** Dataset follows **

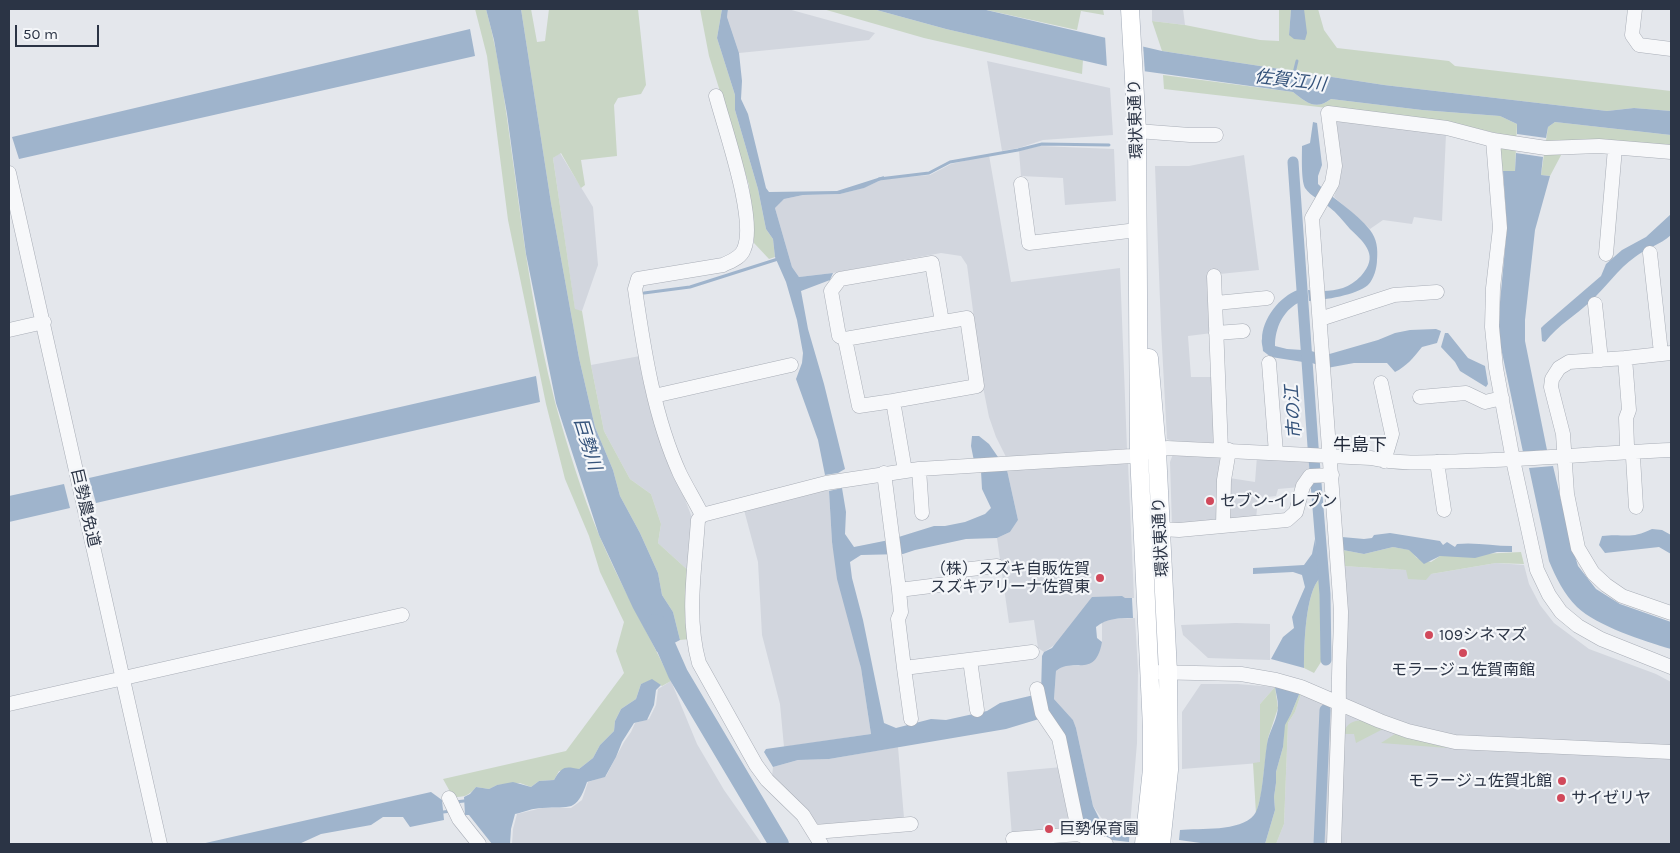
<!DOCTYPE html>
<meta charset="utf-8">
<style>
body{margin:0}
#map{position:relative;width:1680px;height:853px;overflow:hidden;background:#e4e7ec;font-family:Karla,sans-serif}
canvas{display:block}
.frame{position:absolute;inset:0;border:10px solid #2b3445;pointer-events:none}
.scale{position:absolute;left:15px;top:25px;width:84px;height:22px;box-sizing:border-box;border:2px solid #2b3445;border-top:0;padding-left:6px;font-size:15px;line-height:18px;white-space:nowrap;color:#2b3445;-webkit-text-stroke:4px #f4f6f9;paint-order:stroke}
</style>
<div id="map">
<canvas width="1680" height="853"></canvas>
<div class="frame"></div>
<div class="scale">50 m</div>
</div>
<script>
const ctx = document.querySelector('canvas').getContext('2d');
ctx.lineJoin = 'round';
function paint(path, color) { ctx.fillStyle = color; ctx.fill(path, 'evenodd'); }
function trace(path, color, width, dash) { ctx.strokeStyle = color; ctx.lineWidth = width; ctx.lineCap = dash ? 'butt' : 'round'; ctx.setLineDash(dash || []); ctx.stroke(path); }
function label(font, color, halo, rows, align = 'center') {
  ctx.font = font + ' Karla,"Noto Sans JP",sans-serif'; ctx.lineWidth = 4.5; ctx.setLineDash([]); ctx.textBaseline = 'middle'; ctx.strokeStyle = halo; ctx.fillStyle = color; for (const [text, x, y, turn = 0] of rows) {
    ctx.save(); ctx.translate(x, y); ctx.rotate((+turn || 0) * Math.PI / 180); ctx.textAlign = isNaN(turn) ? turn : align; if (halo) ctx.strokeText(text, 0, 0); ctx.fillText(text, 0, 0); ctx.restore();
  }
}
paint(new Path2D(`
 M 728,9 L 788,9 L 875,33 L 869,40 L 739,53 L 727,17 Z
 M 1152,9 L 1183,9 L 1185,25 L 1152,21 Z
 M 987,61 L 1110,88 L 1113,135 L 1043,140 L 1019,148 L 1002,151 Z
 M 1335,120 L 1446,134 L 1442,221 L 1414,217 L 1412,224 L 1383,220 L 1370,229 L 1334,197 L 1341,175 Z
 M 1039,146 L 1114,149 L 1116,201 L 1065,205 L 1063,178 L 1021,176 L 1019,151 Z
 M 560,153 L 593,207 L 598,265 L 582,311 L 575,310 L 553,158 Z
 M 989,155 L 1011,282 L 1120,268 L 1127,449 L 1006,457 L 996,437 L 989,417 L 983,387 L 967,265 L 961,256 L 941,253 L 833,273 L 799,277 L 792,267 L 775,208 L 784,199 L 803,195 L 840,194 L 863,188 L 883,179 L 930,175 L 951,164 Z
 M 1244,155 L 1259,270 L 1210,275 L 1212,333 L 1188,336 L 1191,377 L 1214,377 L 1217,443 L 1175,442 L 1167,439 L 1161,328 L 1155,166 L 1189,166 Z
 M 640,356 L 676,476 L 691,515 L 691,573 L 658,543 L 661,524 L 651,494 L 630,479 L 604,431 L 591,365 Z
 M 1225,453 L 1223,477 L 1255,482 L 1257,456 L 1309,458 L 1310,473 L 1300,487 L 1278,489 L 1276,496 L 1258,498 L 1256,519 L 1172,527 L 1170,462 L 1173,454 Z
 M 1128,463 L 1134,598 L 1125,598 L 1044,652 L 1038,648 L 1034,620 L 1009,623 L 997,538 L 1010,532 L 1018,520 L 1007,470 Z
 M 818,491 L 829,491 L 832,542 L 861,668 L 871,734 L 784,747 L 780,704 L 762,635 L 758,562 L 744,510 Z
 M 1496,563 L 1524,565 L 1529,584 L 1540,605 L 1554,623 L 1589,649 L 1656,674 L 1671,682 L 1671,844 L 1276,844 L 1284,824 L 1288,723 L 1295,712 L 1301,694 L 1319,700 L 1344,681 L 1343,566 L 1406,570 L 1431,574 Z
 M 1135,618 L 1138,670 L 1137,743 L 1130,826 L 1125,828 L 1105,823 L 1093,806 L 1076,728 L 1073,720 L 1054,699 L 1056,671 L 1065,665 L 1079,666 L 1102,642 L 1102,622 L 1112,619 Z
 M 1236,623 L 1270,624 L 1270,660 L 1208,658 L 1183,635 L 1181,625 Z
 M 671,681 L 697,744 L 724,790 L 762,844 L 512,844 L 513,829 L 517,814 L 542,808 L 571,808 L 582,800 L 588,782 L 606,776 L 624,742 L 631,732 L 635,723 L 649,719 L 656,705 L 658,689 Z
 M 1201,684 L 1237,684 L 1275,687 L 1260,704 L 1260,763 L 1182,769 L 1182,712 Z
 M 898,747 L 904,818 L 819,826 L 800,803 L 772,777 L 773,767 L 798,760 L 829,759 Z
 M 1062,767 L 1073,827 L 1070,833 L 1012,837 L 1007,772 Z`), '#d2d6de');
paint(new Path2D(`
 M 475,9 L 486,9 C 501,63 507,120 515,176 C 525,252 536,328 555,402 C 567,445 582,494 599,535 C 620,585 648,632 671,681 L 662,686 L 652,680 L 641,684 L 636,699 L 621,709 L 615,721 L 614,731 L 600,745 L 593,758 L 579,769 L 559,771 L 554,780 L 539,781 L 531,787 L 520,783 L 497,785 L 489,789 L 476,787 C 469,796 464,797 453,797 L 443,779 L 566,751 L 624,673 L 616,651 L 624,622 L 600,572 L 589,536 L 565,479 L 546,404 L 508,220 L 487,56 Z
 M 521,9 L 531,9 L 537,42 L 545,41 L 549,9 L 638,9 L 646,85 L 641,94 L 618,98 L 614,105 L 617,156 L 581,160 L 585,185 L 581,188 L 561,153 L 553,158 L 575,309 L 582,311 L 591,365 L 604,431 L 630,479 L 651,494 L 661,524 L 658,543 L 691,573 L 690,639 L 680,640 L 673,612 L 662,595 L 658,573 L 640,533 L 620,496 L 613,470 L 595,427 L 579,358 L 551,203 Z
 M 700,9 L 722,9 L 717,38 L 735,95 L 735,110 L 758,189 L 766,229 L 773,239 L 775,257 L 769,259 L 754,243 L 749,185 L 709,56 Z
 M 823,9 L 873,9 L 946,29 L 1083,60 L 1082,74 L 924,38 Z
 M 982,9 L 1103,9 L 1104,15 L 1081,11 L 1077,30 Z
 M 1279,9 L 1291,9 L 1289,35 L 1304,13 L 1304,9 L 1318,9 L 1324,30 L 1337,48 L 1449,61 L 1455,66 L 1671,91 L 1671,111 L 1634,108 L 1607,111 L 1384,85 L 1162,51 L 1152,21 L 1185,25 L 1260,40 L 1279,41 Z
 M 1163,75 L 1293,92 C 1306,102 1315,111 1331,99 L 1422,110 L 1500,116 L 1517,124 L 1515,171 L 1503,171 L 1496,133 L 1448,122 L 1164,89 Z
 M 1555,122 L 1671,135 L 1671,148 L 1568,142 L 1550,176 L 1541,175 L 1548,127 Z
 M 1393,547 L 1410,550 L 1417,558 L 1431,562 L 1440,556 L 1521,552 L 1524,564 L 1496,563 L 1431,574 L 1426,580 L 1408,579 L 1406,570 L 1343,566 L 1343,550 L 1364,554 Z
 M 1320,578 L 1322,608 L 1321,662 L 1314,673 L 1304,668 C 1304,647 1305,593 1320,578 Z
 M 1275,687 L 1278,708 L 1268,738 L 1261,795 L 1256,814 L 1253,763 L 1260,762 L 1260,704 Z
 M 1300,692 L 1301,694 L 1295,712 L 1288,723 L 1284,824 L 1276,844 L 1265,844 L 1275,810 L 1274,797 L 1276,783 L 1276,772 L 1283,747 L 1284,725 L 1291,714 Z
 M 1363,720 L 1383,729 L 1356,743 L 1354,734 L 1343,734 C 1347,723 1352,721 1363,720 Z
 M 1395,734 L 1448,748 L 1381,743 Z`), '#c9d6c5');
paint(new Path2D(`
 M 486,9 L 521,9 L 551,203 L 579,358 L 595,427 L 613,470 L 620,496 L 640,533 L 658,573 L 662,595 L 673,612 L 680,640 L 657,652 L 633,608 L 599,535 L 556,403 L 526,254 L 507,114 L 494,40 Z
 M 722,9 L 728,9 L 727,17 L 739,53 L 742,81 L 741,99 L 748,114 L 766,188 L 769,192 L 837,191 L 884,176 L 883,179 L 864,188 L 840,194 L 803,195 L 784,199 L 775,208 L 792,267 L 799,277 L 833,273 L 830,280 L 801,291 L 808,329 L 824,384 L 845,469 L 838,473 L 825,475 L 818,440 L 796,379 L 802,363 L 803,353 L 797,320 L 786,282 L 775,257 L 773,239 L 766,229 L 758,189 L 735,110 L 735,95 L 717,38 Z
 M 873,9 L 982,9 L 1162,51 L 1384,85 L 1607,111 L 1634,108 L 1671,111 L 1671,135 L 1555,122 L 1548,127 L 1546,138 L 1517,134 L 1517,124 L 1500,116 L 1422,110 L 1331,99 C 1315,111 1306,102 1293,92 L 1107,66 L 946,29 Z
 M 1291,9 L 1304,9 L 1307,33 L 1305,40 L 1294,39 L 1289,35 Z
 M 470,29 L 475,56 L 19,159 L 12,137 Z
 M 1313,122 L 1317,123 L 1322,165 L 1318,176 L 1318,184 C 1334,200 1356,212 1370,230 C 1377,239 1378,249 1377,260 C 1377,267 1374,279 1368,285 C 1357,295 1324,300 1309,301 L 1308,290 C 1327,292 1346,292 1361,276 C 1379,256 1366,244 1350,229 C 1343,221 1337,213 1329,207 C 1321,200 1311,197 1305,188 C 1301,180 1302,156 1302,146 L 1310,143 Z
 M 1516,153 L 1543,157 L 1541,175 L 1550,176 L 1535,230 L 1525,320 L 1525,341 L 1547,450 L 1523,452 L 1501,348 L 1499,325 L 1500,302 L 1507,227 L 1503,171 L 1515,171 Z
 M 1671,214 L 1671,235 C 1660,245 1646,248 1635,257 C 1618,269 1607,286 1591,301 C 1576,315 1558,325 1545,342 L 1542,341 L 1541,328 L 1544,325 L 1601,276 L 1606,264 L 1622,250 L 1646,237 Z
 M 1298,290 L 1298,303 C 1283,311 1275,328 1275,346 L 1287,349 L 1302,350 L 1303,362 L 1271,357 L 1263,351 C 1263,347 1261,342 1262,339 C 1262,319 1280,296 1298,290 Z
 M 1436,329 L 1441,331 L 1437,343 L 1422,347 C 1413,358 1407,366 1395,372 L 1387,363 L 1354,363 L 1327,368 L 1312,363 L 1311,351 L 1326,355 L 1378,340 L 1395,333 L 1410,330 Z
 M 1445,333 L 1448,333 L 1468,358 L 1485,366 L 1488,384 L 1486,387 L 1460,371 L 1455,362 L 1441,347 Z
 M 536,376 L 540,402 L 96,503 L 89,478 Z
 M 972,436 L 979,436 L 989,444 L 1007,470 L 1018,520 L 1010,532 L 997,538 L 966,539 L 915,550 L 903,554 L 861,555 L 850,562 L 852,578 L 863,620 L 884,723 L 896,728 L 931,719 L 946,720 L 987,711 L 1000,703 L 1034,695 L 1039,719 L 1006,729 L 829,759 L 798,760 L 773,767 L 764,752 L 766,749 L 871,734 L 861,668 L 837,579 L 832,542 L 829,491 L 842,488 L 846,512 L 845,534 L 854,547 L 889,540 L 934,526 L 945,526 L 965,522 L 985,514 L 991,508 L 982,489 L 981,471 L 974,461 L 971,446 Z
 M 1553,466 L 1572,546 L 1578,566 L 1596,589 L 1620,604 L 1671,622 L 1671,649 C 1644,641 1597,626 1577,607 C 1564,594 1556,578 1549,561 L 1529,468 Z
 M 64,484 L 70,508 L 9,522 L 9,496 Z
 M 1652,529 L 1662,530 L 1671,535 L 1671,554 L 1659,547 L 1605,553 L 1599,545 L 1602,536 C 1624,533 1630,540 1652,529 Z
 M 1390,533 L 1440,541 L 1443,545 L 1447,542 L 1455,547 L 1457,544 C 1476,542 1493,546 1512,546 L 1512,552 L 1497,552 L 1475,558 L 1440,556 L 1424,564 L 1409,550 L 1393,547 L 1364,554 L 1343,550 L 1342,537 L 1364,539 L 1372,538 L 1374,535 Z
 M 1315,539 L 1320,578 C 1305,593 1304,647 1304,668 L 1271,659 L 1283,637 L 1294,628 L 1292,617 L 1305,587 L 1302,575 L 1293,572 L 1253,574 L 1253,568 L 1304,565 L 1312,554 Z
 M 1122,596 L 1125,598 L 1132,598 L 1133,618 C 1119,618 1107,618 1096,627 L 1097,638 L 1102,642 C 1095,680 1074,656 1056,671 L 1054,699 L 1073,720 L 1076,728 L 1093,806 L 1104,828 L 1119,833 L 1125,828 L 1130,826 L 1129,842 L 1094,838 L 1086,833 L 1082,824 L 1054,723 L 1041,694 L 1042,656 L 1044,652 L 1052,648 L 1092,597 Z
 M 652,679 L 661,685 L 656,690 L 654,705 L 647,720 L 634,723 L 622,742 L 616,757 L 605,777 L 587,782 C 576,813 571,806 542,808 C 533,808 524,812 515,814 L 511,829 L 510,844 L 492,844 L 469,815 L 465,815 L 464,797 L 470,794 L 476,787 L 489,789 L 497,785 L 513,782 L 531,787 L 539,781 L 554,780 C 562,766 565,766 579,769 L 593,758 L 600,745 L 614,731 L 615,721 L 621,709 L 636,699 L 641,684 Z
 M 1275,687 L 1300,692 L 1291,714 L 1285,725 L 1283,747 L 1276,772 L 1276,783 L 1274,797 L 1275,810 L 1265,844 L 1208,844 L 1179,840 L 1180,830 C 1200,828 1240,832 1254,815 C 1263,805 1264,756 1268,739 C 1271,729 1278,717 1278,706 C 1278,700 1276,693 1275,687 Z
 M 431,792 L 442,800 L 444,820 L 410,827 L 403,817 L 383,817 L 371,825 L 321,834 L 299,844 L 201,844 Z`), '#9fb4cc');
paint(new Path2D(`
 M 1105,36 L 1143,44 L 1145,74 L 1107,68 Z`), '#e4e7ec');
trace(new Path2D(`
 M 1294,73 L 1297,61
 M 879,179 L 929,173 L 950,162 L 1018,150 L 1042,144 L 1109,145
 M 644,293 L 690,287 L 778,259
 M 455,802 L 464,801
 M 443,812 L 452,811`), '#9fb4cc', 3);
trace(new Path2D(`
 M 1293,162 L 1313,446 L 1325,594 L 1326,660
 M 1319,844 L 1325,710`), '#9fb4cc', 11);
trace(new Path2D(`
 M 656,624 L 678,674 L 779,844`), '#9fb4cc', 20);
const minor = new Path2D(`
 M 1635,9 L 1632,35 L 1639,45 L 1671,49
 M 1137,131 L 1190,135 L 1216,135
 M 1493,140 L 1500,228 L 1493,288 L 1492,327 L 1496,368 L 1513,460 L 1537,570 L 1549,595 L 1561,612 L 1578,626 L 1601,639 L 1671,667
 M 9,173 L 160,844
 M 1021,184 L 1029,243 L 1137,230
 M 1650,253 L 1661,353
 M 1606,254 L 1615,148
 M 1214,276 L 1221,450
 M 1216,303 L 1267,298
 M 1595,304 L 1601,360
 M 1320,319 L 1394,295 L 1437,292
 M 9,330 L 44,322
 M 1216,333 L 1243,331
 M 845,339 L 967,318 L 977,386 L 893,401
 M 1625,358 L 1569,362 L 1559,368 L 1552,379 L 1551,387 L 1563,434 L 1567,494 L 1578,548 L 1593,573 L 1606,585 L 1622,596 L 1671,613
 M 1269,363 L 1276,453
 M 1381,383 L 1392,434 L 1384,461
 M 654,396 L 791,365
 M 1420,397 L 1466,393 L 1485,402 L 1502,398
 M 1437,462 L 1444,510
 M 919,469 L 922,513
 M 905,471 L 893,401 L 859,406 L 845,339 L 839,336 L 831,291 L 840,279 L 932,263 L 942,322
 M 884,473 L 899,590 L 901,612 L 898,619 L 904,668 L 1032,652
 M 1636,507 L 1633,457 L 1627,446 L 1626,418 L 1629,410 L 1625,358 L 1671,353
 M 702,515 C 695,501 687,488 680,474 C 654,417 644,351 635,289 L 638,279 L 723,265 C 731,261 741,258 744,249 C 757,220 725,130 716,96
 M 1223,526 L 1224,480 L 1229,450
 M 1161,529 L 1179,530 L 1287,520 L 1296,512 L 1303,486 L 1310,476 L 1332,475
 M 899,590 L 955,583 L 962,570 L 997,566
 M 970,660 L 977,710
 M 904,668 L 911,719
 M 1149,672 L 1241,674 L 1276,680 L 1301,687 L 1380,721 L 1408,731 L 1455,742 L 1671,752
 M 1037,689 L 1042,713 L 1059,738 L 1079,834 L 1090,840 L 1106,844
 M 9,704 L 402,615
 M 449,798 L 459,819 L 479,844
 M 815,832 L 911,824
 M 1013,839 L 1079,834
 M 821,844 L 803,815 L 767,780 L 756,765 L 699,663 C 686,617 695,567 698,520 L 702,515 L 826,483 L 919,469 L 1132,456 L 1167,448 L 1371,458 C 1401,465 1435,462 1466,461 C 1534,459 1603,453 1671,450
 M 1334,844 L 1339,702 C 1338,671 1341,641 1341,611 L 1312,218 L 1332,183 L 1335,166 L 1328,113 L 1447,128 L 1493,140 L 1546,148 L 1599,146 L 1671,152`);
const major = new Path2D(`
 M 1130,9 L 1137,131 L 1139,454 L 1152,728 L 1152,769 L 1144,844
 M 1149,358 L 1157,451 L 1168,672 L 1169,770 L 1161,844`);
trace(minor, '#a9aeb7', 15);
trace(major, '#a3abb8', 19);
trace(minor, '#f7f8fa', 14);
trace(major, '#fff', 18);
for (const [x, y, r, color] of [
 [1210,501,5,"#d1495b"],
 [1100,578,5,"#d1495b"],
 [1429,635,5,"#d1495b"],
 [1463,653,5,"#d1495b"],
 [1562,781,5,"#d1495b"],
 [1561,798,5,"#d1495b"],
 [1049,829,5,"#d1495b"]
]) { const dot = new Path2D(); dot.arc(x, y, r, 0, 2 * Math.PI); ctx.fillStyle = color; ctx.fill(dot); trace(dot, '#f4f6f9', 2); }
label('16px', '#2b3445', '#f4f6f9', [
 ["環状東通り",1136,119,-92],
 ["巨勢農免道",85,508,77],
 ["環状東通り",1161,537,-93]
]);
label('16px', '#2b3445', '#f4f6f9', [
 ["セブン-イレブン",1220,501],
 ["（株）スズキ自販佐賀",1090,569,"right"],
 ["スズキアリーナ佐賀東",1090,587,"right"],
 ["109シネマズ",1439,635],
 ["モラージュ佐賀南館",1463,670,"center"],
 ["モラージュ佐賀北館",1552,781,"right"],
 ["サイゼリヤ",1571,798],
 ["巨勢保育園",1059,829]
], 'left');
label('italic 18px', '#34527a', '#f4f6f9', [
 ["佐賀江川",1290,81,7],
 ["市の江",1294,412,-94],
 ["巨勢川",587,444,73]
]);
label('18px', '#1d2536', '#f4f6f9', [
 ["牛島下",1360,446]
]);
</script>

** End of Dataset **

[Assignment]:
Copy out each line of the data that holds the string "rows".

[Result of the exercise]:
function label(font, color, halo, rows, align = 'center') {
  ctx.font = font + ' Karla,"Noto Sans JP",sans-serif'; ctx.lineWidth = 4.5; ctx.setLineDash([]); ctx.textBaseline = 'middle'; ctx.strokeStyle = halo; ctx.fillStyle = color; for (const [text, x, y, turn = 0] of rows) {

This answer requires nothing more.